Nearly 5 million Texas students attend classes in 1,030 independent school districts that are funded with
a combination of local property taxes, state funds that are distributed through various formulas, and
targeted federal funding.
Local districts vary tremendously both in terms of student population and the districts property wealth,
factors that have shaped Texas school finance debates for decades. However, by 2006 the state share of
education funding had fallen so dramatically that both rich and poor districts challenged the state
system in court because property tax rates had reached their legal limit, which resulted in a Texas
Supreme Court ruling and a new method of financing our schools.
In Texas, public schools are financed by property taxes, matching federal and state dollars, and other
general revenue dollars the state commits to public schools.

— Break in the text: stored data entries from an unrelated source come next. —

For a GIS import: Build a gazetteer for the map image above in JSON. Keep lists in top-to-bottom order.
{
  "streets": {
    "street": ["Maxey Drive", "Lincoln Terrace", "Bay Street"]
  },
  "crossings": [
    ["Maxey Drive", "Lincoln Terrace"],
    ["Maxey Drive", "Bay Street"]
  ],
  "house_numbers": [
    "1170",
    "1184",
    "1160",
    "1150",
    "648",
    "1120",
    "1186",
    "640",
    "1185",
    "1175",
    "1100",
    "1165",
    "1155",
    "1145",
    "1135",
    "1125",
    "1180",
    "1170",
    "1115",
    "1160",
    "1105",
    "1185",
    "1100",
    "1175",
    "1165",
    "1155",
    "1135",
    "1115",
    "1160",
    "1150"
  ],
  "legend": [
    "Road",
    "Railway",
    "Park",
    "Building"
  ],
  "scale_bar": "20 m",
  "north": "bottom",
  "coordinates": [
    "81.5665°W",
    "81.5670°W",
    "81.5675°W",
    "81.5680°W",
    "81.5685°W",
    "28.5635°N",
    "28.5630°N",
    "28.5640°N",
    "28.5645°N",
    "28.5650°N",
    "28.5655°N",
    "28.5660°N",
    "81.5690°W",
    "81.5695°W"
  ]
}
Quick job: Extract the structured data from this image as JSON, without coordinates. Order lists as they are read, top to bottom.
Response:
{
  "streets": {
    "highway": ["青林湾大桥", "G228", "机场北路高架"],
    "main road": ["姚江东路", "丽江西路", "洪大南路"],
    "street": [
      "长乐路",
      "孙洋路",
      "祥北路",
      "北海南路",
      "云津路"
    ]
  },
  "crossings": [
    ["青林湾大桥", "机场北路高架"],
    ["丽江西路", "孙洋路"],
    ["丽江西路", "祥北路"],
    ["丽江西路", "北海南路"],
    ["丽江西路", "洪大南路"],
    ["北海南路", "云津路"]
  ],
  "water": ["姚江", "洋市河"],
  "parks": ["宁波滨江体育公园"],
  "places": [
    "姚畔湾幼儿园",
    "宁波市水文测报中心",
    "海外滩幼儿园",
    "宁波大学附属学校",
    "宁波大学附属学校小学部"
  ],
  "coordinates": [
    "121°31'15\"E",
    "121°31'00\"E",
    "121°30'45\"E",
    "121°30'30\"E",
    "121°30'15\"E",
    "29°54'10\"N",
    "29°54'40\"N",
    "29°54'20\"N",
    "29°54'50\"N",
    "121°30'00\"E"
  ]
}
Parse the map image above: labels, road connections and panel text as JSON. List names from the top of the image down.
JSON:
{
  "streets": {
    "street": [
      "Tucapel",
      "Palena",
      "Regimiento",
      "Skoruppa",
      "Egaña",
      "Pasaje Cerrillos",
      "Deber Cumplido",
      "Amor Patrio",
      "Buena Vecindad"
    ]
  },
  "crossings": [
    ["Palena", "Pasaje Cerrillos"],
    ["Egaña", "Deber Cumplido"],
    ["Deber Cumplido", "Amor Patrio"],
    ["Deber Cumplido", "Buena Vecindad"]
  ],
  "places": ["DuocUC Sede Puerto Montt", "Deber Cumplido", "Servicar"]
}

Prior to the 2006 school finance plan, each school district received money based on the property tax
rate of the district. Schools received a certain rate of money per $100 in taxable property value. For
example, a person who owned a home with $100,000 in taxable property value and who lived in an area
where the property tax rate was $1.00 would pay $1,000 to the school district in which his or her home
was located.
School districts and local governments had raised the property tax rates up to $1.50 to maximize the
amount of money schools could receive. When most every school district had reached this statewide
$1.50 cap, it then became a de-facto statewide property tax, which is illegal under the Texas
constitution. Therefore, the Legislature was charged with coming up with a new way to finance our
public schools.
In 2006 a school finance plan passed that raised taxes on 90% of Texas families in order to cut taxes for
the wealthiest 10% of Texans and never actually put additional funds into addressing the biggest issue:
how to adequately invest in public education.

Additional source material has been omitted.